Exercise details =
Go through the material below and copy all lines with "screen".

Given records =

- - -

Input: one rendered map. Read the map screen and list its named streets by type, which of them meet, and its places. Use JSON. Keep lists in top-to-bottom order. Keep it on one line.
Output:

- - -

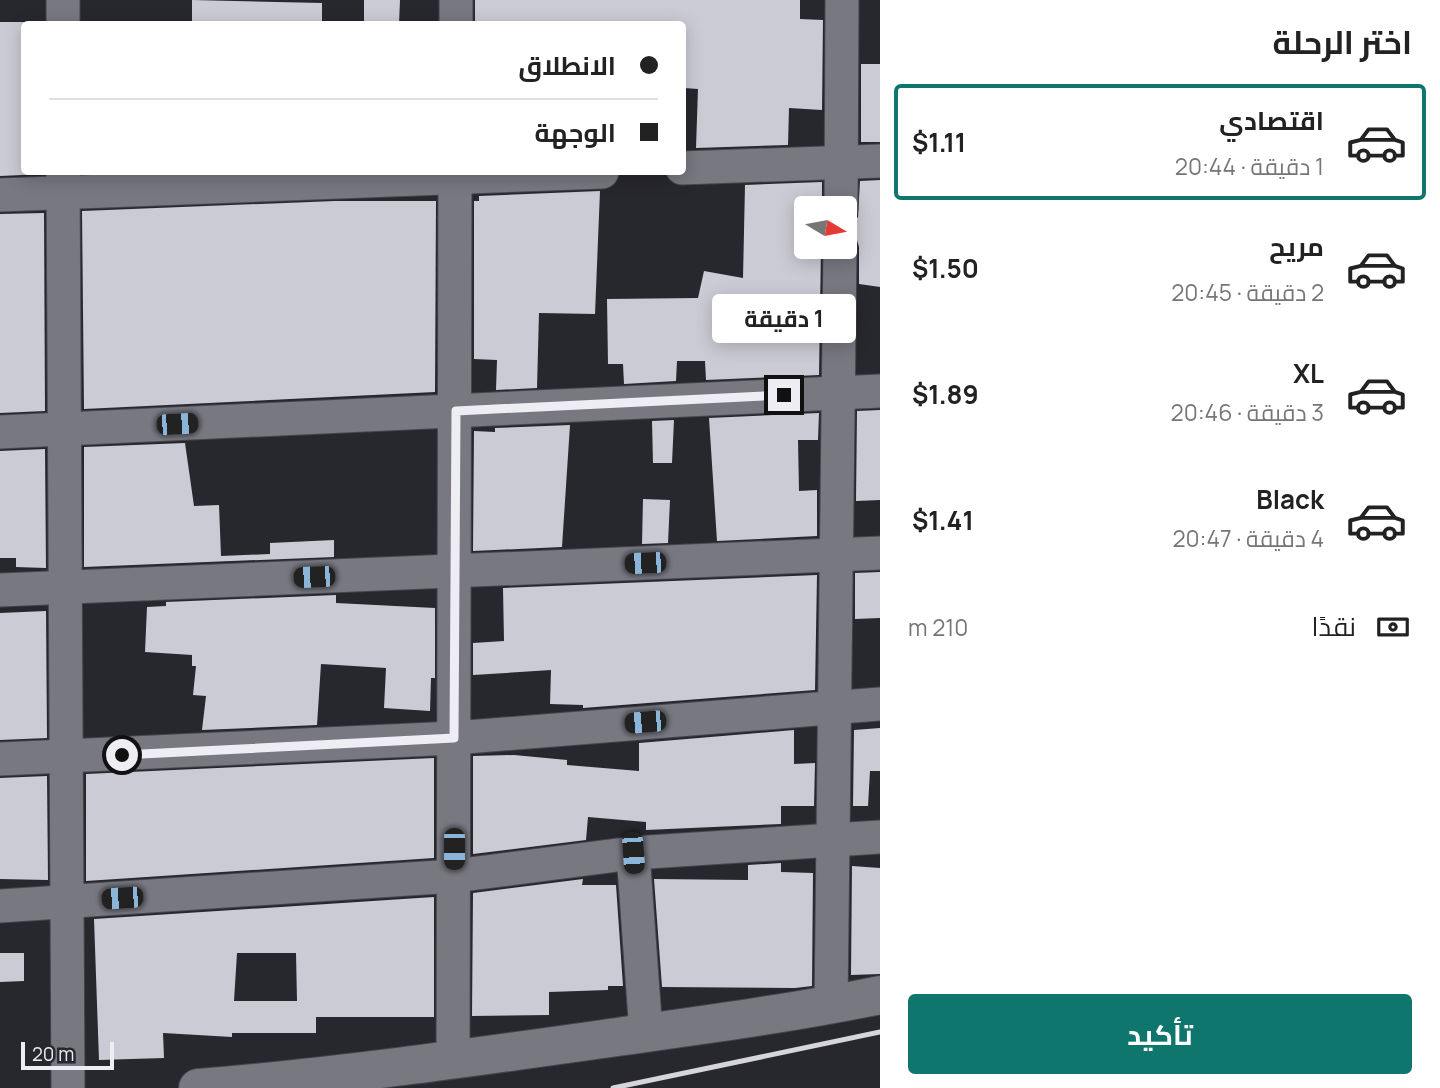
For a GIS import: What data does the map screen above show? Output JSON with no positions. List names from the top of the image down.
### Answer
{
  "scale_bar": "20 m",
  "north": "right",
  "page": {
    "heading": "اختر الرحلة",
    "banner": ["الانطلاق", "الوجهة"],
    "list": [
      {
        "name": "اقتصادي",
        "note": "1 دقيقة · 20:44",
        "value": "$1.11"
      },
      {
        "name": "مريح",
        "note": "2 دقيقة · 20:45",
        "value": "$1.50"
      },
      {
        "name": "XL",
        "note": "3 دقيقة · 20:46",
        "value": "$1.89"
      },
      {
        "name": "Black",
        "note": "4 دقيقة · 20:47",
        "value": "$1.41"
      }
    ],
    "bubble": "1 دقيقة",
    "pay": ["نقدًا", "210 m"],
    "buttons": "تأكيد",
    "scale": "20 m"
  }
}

- - -

Task output =
Input: one rendered map. Read the map screen and list its named streets by type, which of them meet, and its places. Use JSON. Keep lists in top-to-bottom order. Keep it on one line.
For a GIS import: What data does the map screen above show? Output JSON with no positions. List names from the top of the image down.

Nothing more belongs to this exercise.